How to Answer: “What is Your Dream Job?”

Published: Dec 04, 2017 By

Most of us have been told to dream big. But dreaming too big can be unrealistic. When an interviewer asks you “What’s your dream job?” you don’t want your response to sound like you expect the moon to be delivered to you on a silver platter. At the same time, setting the bar too low can make it sound like you don’t have goals and aspirations. So how do you find that middle ground between “I want it all” and “anything will do?”

What is Your Dream Job

Here's how to land in the sweet spot:

Make it Mutual

The biggest mistake many candidates make when answering the “dream job” question is to make it all about them. True, the question asks, “What is your dream job?” However, there is no reason you can’t answer in a way that sounds beneficial to both you and your potential employer. For example, instead of saying, “in my perfect job I would make at least a hundred grand a year,” say “I want a job where I can substantially increase the company’s profits, so we can all reap the rewards of our hard work.” That way, you not only avoid sounding like money is all that matters, you also display that all-important “we” attitude managers love.

Make it Match

You definitely want to make sure the position you describe is something your employer can actually offer you. Some things are obvious, like not saying your dream job is to be a doctor when you're applying to be sales representative. However, there are subtler mistakes that are easy to make if you aren't aware. For example, say you're applying to be a graphic artist at an advertising agency, but what you really want is to be the creative director. What you may not know is that in this particular agency, there is no creative director because all of the sales representatives manage their own accounts. If you tell your interviewer that your ultimate goal is to be creative director, he may tell you that you need to look somewhere else. It's essential to avoid answering the dream job question blindly. Describing a position that does not exist where you're applying is most assuredly going to go awry. Do your research, and make sure what you are describing actually fits within the organization.
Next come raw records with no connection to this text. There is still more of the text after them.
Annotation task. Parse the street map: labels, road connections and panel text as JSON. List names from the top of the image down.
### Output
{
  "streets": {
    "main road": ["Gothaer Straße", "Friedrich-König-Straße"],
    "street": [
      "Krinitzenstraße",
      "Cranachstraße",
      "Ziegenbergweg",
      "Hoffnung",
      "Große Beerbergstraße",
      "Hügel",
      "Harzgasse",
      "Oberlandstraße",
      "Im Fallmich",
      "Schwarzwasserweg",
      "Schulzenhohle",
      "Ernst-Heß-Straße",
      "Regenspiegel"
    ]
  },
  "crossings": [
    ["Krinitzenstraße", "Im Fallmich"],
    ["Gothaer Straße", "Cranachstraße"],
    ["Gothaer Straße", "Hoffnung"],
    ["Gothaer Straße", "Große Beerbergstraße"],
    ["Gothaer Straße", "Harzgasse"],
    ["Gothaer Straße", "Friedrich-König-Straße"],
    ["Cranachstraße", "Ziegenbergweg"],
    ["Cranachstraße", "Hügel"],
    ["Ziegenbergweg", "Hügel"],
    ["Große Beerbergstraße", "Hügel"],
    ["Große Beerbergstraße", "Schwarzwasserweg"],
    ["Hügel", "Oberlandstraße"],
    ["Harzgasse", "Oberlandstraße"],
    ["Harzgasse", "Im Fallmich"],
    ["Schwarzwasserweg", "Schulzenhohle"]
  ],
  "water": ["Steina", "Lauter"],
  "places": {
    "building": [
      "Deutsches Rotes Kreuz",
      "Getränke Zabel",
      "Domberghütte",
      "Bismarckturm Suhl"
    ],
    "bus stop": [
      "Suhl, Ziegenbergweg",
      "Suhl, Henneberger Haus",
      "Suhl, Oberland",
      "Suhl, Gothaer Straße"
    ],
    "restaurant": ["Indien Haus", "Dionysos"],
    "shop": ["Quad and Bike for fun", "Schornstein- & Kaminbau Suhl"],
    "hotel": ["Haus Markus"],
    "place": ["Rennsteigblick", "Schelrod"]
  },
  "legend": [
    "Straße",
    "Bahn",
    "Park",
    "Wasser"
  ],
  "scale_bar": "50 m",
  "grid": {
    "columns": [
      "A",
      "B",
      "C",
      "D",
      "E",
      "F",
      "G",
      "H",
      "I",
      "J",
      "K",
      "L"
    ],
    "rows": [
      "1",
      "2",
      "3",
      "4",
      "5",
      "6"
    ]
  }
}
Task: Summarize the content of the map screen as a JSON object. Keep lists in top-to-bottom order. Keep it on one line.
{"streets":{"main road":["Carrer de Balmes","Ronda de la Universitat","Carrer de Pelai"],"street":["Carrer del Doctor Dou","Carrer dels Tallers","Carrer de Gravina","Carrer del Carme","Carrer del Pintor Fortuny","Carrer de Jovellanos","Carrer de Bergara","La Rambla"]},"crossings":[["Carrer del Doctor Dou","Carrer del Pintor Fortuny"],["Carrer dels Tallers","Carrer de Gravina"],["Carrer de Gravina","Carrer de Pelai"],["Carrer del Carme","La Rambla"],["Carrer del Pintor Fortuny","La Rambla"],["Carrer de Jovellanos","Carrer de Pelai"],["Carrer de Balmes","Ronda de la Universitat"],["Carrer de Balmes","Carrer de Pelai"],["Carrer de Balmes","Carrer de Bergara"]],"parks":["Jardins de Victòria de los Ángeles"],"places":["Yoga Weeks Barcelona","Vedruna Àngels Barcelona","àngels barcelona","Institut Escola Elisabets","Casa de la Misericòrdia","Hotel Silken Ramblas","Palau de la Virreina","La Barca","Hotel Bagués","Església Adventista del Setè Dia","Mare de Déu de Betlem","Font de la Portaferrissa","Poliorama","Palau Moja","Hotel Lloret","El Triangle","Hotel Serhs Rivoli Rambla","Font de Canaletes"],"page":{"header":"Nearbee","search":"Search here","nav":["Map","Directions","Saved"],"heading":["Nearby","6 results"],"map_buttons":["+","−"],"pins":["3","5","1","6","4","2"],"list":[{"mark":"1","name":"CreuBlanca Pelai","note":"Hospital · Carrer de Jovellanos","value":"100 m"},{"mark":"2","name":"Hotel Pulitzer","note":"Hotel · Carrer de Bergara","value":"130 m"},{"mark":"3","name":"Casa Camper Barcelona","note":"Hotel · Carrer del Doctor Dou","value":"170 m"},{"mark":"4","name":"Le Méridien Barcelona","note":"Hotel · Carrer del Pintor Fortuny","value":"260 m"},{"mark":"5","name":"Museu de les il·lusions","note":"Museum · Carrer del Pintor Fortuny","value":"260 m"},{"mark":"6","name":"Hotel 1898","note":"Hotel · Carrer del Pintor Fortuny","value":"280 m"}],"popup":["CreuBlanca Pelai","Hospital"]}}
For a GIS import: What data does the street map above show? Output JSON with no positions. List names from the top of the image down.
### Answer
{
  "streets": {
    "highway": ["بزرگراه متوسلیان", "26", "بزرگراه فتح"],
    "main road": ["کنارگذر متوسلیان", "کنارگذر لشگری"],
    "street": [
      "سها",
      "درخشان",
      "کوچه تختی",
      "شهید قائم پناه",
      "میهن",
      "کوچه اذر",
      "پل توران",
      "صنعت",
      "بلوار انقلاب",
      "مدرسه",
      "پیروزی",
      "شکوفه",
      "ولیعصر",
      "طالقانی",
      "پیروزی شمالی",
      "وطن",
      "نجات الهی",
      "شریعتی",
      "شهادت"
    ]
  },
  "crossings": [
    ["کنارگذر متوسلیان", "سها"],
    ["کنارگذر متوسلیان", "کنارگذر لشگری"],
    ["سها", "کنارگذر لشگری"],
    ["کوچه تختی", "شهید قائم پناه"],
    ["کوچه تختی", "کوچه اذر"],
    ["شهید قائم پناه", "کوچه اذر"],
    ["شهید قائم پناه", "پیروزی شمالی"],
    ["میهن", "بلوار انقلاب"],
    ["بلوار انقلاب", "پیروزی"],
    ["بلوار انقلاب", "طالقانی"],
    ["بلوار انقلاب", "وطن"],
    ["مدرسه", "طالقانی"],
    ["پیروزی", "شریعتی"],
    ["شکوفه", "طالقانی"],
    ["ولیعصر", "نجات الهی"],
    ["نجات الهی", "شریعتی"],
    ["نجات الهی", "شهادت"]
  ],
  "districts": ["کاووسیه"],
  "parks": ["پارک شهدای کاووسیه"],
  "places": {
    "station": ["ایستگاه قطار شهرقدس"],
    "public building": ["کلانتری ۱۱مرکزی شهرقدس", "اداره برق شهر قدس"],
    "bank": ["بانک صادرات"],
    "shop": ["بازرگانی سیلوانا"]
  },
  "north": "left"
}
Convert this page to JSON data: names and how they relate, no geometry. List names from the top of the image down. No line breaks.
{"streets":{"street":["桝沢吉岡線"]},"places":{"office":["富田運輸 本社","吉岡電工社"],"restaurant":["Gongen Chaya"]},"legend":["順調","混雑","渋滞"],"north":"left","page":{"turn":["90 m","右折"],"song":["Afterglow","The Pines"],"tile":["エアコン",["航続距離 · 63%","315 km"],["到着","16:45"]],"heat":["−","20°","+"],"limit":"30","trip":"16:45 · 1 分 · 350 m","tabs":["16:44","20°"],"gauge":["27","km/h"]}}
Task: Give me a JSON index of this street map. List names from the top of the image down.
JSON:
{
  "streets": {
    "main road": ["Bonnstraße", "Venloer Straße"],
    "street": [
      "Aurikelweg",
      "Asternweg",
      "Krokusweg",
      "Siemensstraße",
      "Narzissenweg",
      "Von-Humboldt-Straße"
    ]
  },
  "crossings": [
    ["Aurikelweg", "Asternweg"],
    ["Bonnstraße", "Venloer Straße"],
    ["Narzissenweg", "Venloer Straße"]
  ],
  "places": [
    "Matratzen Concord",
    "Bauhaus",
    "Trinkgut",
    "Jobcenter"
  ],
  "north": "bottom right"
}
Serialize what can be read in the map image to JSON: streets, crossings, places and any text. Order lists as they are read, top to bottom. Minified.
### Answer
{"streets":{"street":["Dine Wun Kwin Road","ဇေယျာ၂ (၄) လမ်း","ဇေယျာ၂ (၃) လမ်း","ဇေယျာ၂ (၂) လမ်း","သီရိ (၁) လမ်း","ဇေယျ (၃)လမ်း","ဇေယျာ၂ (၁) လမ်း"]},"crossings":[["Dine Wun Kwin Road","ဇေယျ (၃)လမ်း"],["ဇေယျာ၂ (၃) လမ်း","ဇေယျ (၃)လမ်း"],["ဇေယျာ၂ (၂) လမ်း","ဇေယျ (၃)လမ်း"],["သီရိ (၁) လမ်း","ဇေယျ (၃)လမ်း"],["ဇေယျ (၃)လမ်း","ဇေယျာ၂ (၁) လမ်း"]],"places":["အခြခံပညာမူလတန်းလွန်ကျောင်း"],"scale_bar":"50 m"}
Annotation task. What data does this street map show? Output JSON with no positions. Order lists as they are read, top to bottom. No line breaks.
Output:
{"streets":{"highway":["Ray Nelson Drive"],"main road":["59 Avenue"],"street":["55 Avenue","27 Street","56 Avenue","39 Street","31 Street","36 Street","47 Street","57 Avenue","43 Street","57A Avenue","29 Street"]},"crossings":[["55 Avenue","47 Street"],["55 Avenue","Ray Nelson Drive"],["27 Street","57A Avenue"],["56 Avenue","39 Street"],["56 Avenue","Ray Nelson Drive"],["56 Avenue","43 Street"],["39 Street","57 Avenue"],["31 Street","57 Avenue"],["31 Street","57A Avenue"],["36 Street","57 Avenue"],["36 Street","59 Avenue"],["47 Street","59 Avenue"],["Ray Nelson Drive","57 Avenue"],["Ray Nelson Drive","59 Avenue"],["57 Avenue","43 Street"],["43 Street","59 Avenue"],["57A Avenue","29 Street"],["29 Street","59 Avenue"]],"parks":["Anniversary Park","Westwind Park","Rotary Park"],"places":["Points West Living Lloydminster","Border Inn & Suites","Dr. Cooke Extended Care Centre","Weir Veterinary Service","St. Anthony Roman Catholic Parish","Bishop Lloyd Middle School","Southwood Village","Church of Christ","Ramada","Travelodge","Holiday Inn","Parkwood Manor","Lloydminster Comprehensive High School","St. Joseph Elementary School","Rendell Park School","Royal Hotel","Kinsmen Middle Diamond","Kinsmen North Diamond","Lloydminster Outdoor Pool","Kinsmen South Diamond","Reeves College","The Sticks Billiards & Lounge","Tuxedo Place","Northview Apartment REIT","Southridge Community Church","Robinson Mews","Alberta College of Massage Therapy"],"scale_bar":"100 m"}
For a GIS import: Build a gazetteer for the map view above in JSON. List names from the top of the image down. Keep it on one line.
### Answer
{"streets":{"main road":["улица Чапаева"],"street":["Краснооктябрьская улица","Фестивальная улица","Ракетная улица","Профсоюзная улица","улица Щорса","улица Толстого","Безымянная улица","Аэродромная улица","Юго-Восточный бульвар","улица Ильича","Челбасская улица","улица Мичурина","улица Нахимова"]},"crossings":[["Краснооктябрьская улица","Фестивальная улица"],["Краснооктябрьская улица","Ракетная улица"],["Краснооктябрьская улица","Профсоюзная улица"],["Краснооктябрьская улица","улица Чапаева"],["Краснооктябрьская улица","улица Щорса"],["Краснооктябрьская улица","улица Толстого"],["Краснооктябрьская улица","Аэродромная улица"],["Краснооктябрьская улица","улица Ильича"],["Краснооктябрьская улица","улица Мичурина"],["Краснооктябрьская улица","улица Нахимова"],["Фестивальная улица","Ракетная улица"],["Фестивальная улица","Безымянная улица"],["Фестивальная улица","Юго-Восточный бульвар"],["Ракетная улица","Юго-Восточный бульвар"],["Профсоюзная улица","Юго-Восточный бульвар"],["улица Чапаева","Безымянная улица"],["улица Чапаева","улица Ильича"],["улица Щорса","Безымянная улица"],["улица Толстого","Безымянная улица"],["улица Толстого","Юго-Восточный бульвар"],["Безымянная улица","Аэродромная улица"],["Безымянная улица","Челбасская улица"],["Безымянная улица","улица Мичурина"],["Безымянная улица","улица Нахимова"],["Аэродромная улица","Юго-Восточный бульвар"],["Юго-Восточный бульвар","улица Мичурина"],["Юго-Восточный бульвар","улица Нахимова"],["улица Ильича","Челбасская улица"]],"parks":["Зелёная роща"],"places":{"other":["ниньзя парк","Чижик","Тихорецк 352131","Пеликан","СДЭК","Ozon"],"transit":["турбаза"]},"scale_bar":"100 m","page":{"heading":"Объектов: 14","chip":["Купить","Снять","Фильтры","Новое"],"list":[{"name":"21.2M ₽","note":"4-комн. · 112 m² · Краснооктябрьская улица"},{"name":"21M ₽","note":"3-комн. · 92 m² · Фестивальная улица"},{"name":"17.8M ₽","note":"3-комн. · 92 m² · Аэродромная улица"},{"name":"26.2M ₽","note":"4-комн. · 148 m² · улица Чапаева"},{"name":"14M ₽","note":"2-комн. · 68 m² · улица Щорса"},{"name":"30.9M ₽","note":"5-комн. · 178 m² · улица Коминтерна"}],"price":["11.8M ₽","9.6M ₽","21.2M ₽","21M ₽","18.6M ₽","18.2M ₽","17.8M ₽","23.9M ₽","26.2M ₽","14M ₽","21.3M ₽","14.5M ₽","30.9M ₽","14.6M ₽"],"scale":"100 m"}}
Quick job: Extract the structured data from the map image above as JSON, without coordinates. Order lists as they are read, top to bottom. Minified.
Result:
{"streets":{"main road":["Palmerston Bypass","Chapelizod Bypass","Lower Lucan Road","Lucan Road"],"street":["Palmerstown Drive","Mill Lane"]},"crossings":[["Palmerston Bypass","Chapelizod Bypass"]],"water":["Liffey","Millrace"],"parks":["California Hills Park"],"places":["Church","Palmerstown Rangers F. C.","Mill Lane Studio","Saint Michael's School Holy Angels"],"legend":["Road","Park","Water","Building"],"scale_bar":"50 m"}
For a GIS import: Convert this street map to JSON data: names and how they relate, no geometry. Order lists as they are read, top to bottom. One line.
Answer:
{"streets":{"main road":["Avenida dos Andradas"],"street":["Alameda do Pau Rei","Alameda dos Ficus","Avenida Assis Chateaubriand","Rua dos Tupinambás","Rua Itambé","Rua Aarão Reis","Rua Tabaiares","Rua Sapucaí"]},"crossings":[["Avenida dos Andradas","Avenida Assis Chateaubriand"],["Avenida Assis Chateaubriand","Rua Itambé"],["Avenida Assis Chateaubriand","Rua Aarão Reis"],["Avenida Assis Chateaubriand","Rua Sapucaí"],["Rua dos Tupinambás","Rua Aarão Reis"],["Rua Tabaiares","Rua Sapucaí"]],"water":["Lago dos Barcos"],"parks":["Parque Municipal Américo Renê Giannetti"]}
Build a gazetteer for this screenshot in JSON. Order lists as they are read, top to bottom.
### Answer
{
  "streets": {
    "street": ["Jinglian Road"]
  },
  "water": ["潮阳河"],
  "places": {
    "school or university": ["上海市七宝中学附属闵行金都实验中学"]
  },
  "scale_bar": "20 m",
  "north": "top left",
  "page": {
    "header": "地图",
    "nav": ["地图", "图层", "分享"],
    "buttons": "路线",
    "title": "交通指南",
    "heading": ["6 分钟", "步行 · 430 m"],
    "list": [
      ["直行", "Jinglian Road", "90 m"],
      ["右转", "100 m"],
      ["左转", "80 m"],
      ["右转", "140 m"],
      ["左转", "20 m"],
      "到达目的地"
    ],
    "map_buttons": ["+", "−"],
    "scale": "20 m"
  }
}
Capitalize on Your Strengths

Chances are, if you’ve gotten this far in the interview process, your assessor has already read your resume and is aware of your skill set. So the last thing you want to do is describe a dream job that's completely out of your wheelhouse. Stick with what you know and what you're good at. Don't say that your ideal position would be in a fast-paced environment when you actually prefer to slow down and pay attention to detail. Either your interviewer will be able to sense you're not being genuine, or he will believe you, and you might end up in a job with a pace that doesn’t suit you at all. Trying to craft the perfect answer is not the goal here. You want to be honest and genuine, and you want to word your answer in a way that will elicit the most positive reaction from your potential employer. 

Incorporate Values

Employers tend to get very excited when they know their employees’ core values are in alignment with their own. Don't let the opportunity to insert your parallel principles into your response slip away. For example, if you know the organization is environmentally conscious, and you are as well, you could say, “my dream job is one in which I can reduce my carbon footprint and contribute to the natural environment in positive ways.” This should offer you a chance to discuss your mutual interests, which will not only make you a more appealing candidate, but will also help you to build rapport with your interviewer. Again, make sure what you're saying is genuine, or it could backfire.

Don’t Paint Yourself into a Corner

During an interview, it can be tempting to say anything you think your potential employer wants to hear. However, some statements can have more of an impact on your future than you originally intended. You definitely do not want to stress over every word you utter. But at the same time, you don’t want to say something you’re going to regret; something that will haunt you for months, or even years, to come. A perfect example: “I have no problem working overtime—the more hours the better!” You will likely find yourself wishing for a rewind button after that statement, especially when you're still sitting at your desk at 9 pm wishing you were home with your family.

In the end, there is no perfect, pat answer to the question “What’s your dream job?” because every situation is unique. Over-rehearsed or formulaic answers tend to not go over well anyway. The purpose of the interview is to get to know who you really are, not see how well you can memorize statements to rhetorical questions. If you employ the tips given here, while still answering the question honestly, you should be on your way to securing your dream job, right here in reality.